■ What is being asked
Without changing anything, reproduce every record below.

*** Opening Data extracts ***

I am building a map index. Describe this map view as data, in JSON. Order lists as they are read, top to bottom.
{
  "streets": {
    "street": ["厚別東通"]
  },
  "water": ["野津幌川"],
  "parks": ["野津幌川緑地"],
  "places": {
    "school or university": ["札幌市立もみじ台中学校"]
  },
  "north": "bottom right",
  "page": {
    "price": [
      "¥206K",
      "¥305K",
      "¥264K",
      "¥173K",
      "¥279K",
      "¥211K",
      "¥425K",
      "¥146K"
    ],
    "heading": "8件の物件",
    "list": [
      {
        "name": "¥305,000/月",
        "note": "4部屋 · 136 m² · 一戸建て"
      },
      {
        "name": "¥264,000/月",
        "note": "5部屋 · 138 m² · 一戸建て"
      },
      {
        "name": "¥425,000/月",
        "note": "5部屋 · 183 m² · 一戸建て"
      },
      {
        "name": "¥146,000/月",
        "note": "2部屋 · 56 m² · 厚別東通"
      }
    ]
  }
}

*** Closing Data extracts ***

■ Solution to the problem
I am building a map index. Describe this map view as data, in JSON. Order lists as they are read, top to bottom.
{
  "streets": {
    "street": ["厚別東通"]
  },
  "water": ["野津幌川"],
  "parks": ["野津幌川緑地"],
  "places": {
    "school or university": ["札幌市立もみじ台中学校"]
  },
  "north": "bottom right",
  "page": {
    "price": [
      "¥206K",
      "¥305K",
      "¥264K",
      "¥173K",
      "¥279K",
      "¥211K",
      "¥425K",
      "¥146K"
    ],
    "heading": "8件の物件",
    "list": [
      {
        "name": "¥305,000/月",
        "note": "4部屋 · 136 m² · 一戸建て"
      },
      {
        "name": "¥264,000/月",
        "note": "5部屋 · 138 m² · 一戸建て"
      },
      {
        "name": "¥425,000/月",
        "note": "5部屋 · 183 m² · 一戸建て"
      },
      {
        "name": "¥146,000/月",
        "note": "2部屋 · 56 m² · 厚別東通"
      }
    ]
  }
}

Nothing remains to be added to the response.